10 Things to Remember When Confronted By The Police

Written by govdirt’s blog

If you have a confrontation with the police – know your rights and know what you should or should not do to give them up. Just follow these 10 rules:

1. Don’t Talk.
Do not say a word to the officer. Just shut up! I cannot stress to you the importance of this rule. Do not talk! Do not attempt to convince the officer of your innocence. Everyone is innocent, no one should be arrested and no one should be in jail and that is all the officer hears all day every day. He / she does not care generally whether you are innocent or guilty and there is nothing that he / she can do at this point. Most times, when people speak to officers they say something that makes their situation far worse. Keep your mouth shut, there will be plenty of time to talk later.

2. Don’t Run.
I said above to listen to the officer and follow his / her instructions. Do not be scared and do not let the liquid courage, aka alcohol, convince you that you can outrun the twelve officers and helicopter that will track you down. Also, police become highly suspicious that someone running has a weapon and may be quick to draw their weapon. Additionally, when they do run you down expect much stronger force used to subdue a fleeing suspect.

3. Never Resist Arrest.
Perhaps the most important thing not to do is touch the police officer at all! Again, sober up quick and follow what the officer says. Many people attempt to bump the officer or swat an officers hands away. This often falls under the assault statutes and now a minor misdemeanor arrest becomes a FELONY. Thus a reckless driving charge leads to a year or more in state prison. Additionally, touching the officer in any way can lead to a baton in the mouth.

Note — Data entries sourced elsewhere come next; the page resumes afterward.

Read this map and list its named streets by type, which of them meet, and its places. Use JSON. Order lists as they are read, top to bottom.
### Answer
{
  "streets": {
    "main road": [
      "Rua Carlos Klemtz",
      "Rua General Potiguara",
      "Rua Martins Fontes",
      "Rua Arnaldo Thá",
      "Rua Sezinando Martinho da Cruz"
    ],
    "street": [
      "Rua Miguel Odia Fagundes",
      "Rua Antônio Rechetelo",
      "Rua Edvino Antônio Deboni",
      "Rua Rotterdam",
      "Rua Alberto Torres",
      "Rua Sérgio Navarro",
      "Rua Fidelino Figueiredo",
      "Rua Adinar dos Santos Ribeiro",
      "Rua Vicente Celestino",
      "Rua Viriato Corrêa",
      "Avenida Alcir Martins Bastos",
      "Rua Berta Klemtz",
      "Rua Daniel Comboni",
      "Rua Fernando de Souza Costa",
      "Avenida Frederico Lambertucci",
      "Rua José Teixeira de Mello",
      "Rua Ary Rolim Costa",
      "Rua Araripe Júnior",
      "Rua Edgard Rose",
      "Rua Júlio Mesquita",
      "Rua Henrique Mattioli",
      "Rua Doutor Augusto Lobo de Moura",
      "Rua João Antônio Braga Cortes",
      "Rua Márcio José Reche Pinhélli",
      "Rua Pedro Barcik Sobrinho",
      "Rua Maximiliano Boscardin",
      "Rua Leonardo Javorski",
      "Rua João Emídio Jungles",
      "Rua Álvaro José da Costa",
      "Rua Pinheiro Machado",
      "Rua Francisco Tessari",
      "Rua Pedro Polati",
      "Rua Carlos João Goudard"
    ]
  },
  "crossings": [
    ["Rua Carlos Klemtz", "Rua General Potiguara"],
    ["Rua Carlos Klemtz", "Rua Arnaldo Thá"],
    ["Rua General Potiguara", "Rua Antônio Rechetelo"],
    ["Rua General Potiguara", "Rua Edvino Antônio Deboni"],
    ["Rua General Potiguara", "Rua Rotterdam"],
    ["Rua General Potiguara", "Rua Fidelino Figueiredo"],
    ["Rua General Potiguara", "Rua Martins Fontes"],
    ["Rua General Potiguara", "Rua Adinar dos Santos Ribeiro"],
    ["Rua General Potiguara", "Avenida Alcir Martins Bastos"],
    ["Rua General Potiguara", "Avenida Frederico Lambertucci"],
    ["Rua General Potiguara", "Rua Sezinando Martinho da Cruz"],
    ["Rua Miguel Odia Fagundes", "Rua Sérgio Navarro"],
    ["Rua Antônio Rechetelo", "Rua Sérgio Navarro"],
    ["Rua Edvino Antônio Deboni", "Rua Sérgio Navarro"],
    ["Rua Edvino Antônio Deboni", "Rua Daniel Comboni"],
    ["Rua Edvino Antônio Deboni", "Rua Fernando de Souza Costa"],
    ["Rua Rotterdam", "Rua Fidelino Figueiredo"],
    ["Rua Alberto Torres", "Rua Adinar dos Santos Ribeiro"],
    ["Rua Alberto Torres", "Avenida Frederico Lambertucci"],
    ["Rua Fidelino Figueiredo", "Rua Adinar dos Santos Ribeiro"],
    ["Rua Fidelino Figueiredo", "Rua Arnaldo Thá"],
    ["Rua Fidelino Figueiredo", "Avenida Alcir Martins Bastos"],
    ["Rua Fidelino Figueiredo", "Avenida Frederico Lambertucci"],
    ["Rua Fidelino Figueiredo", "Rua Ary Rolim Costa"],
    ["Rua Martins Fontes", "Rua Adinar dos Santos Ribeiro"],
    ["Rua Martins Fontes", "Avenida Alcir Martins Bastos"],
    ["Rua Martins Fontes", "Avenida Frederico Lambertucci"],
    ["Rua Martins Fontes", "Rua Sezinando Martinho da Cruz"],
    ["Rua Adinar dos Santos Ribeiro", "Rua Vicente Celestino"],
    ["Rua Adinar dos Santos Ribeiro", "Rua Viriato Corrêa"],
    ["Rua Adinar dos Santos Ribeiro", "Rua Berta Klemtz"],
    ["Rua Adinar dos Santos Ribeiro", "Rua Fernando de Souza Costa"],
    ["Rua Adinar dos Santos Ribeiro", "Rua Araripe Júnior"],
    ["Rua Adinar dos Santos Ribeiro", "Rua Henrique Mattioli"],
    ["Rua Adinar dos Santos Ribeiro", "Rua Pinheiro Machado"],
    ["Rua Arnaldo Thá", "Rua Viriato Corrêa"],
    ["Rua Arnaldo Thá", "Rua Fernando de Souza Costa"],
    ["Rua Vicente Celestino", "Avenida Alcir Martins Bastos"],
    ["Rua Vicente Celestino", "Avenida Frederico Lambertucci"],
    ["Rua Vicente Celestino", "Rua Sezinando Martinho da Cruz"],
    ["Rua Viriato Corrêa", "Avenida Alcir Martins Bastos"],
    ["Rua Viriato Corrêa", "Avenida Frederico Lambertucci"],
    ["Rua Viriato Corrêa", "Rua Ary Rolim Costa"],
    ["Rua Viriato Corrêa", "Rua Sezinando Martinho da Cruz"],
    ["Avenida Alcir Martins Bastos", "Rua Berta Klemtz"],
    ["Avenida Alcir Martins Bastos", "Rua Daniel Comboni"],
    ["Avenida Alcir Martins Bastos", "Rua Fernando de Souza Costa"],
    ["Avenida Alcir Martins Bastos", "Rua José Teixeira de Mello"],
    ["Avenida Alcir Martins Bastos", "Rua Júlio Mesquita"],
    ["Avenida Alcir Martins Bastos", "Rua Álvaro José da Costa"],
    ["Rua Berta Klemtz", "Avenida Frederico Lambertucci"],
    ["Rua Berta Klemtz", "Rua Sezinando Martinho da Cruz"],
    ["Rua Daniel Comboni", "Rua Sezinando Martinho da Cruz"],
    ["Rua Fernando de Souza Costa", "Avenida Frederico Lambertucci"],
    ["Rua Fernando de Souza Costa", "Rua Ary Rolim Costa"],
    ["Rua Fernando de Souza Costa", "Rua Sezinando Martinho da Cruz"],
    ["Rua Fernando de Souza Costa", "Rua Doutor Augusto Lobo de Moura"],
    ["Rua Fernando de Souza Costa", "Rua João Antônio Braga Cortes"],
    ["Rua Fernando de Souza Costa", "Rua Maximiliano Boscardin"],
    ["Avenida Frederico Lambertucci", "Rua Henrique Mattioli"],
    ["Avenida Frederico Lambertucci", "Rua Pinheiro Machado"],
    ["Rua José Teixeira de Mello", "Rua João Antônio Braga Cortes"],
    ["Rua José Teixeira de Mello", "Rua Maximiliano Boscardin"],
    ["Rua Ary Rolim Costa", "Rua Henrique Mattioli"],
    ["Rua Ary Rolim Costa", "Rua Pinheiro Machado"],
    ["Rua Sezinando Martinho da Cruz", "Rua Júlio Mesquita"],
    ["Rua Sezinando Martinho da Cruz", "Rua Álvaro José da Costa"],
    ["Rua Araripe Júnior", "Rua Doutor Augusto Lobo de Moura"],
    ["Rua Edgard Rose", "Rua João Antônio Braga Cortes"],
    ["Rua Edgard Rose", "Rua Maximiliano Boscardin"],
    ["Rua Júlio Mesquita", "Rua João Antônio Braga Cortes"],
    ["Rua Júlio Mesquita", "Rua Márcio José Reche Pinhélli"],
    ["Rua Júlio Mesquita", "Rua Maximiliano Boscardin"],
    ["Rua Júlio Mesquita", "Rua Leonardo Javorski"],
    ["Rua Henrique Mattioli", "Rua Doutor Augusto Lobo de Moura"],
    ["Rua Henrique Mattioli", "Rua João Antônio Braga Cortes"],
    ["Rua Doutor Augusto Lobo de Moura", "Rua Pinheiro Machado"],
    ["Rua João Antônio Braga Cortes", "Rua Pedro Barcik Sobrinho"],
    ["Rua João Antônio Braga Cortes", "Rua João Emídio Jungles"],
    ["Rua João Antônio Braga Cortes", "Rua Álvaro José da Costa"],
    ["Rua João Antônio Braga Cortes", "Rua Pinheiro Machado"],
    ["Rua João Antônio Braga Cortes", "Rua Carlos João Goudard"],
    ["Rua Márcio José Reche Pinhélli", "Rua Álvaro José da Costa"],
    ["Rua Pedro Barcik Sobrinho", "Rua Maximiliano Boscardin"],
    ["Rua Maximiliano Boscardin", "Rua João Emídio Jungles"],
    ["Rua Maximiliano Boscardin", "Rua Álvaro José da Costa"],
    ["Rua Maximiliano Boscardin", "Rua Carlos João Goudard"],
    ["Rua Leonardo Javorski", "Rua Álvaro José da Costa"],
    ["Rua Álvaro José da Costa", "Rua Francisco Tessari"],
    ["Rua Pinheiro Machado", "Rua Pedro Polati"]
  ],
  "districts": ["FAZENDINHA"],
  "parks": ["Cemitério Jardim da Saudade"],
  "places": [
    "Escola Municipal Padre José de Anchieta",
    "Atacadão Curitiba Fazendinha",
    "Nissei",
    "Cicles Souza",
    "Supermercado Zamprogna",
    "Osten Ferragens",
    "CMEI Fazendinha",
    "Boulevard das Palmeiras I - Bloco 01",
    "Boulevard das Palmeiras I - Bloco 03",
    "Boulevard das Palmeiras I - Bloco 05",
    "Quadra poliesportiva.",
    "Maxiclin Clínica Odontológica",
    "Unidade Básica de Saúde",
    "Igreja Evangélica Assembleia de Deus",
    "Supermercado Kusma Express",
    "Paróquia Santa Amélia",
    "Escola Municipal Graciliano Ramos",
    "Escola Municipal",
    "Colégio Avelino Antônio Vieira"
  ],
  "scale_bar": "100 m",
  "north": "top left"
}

4. Don’t Believe the Police.
It is perfectly legal for the police to lie to get you to make an admission. The police frequently separate two friends and tell one the other one ratted him / her out. Because of the lie, the other friend now rats the first friend out. Police and detectives also state that “it will be easier” to talk now…LIES!!! DON’T BELIEVE THIS BS! It will only be easier for the police to prove their case!

5. No Searching.
Do not allow the police to search anywhere! If the police officer asks, they do not have the right to search and must have your consent. If you are asked make sure you proclaim to any witnesses that “You (the police) do not have consent to search.” If they perform the search anyway, that evidence may be thrown out later. Also, if you consent to a search, the officers may find something that you had no idea you had placed somewhere, ie: marijuana left by a friend. Remember, that denying the police consent to search DOES NOT give them the probable cause they would need to conduct a search.

6. Don’t Look At Places Where You Don’t Want Police to Search.
Police are trained to watch you and react to you. They know that you are nervous and scared and many people look to the areas that they don’t want the police to search. Do not react to the search and do not answer any questions. LOOK DOWN AND KEEP YOUR MOUTH SHUT!!!

7. Do Not Talk Shit to the Police.
I don’t care if you have been wrongly arrested and the true culprit is standing in front of you. Don’t talk shit! Police hear all day that my dad is the the Governor’s Assistant’s Intern and I will have your badge for this! Police have a lot of discretion in the upcoming charges brought. Police can add charges, change a misdemeanor to a felony, or even talk to the prosecutor that is ultimately prosecuting you.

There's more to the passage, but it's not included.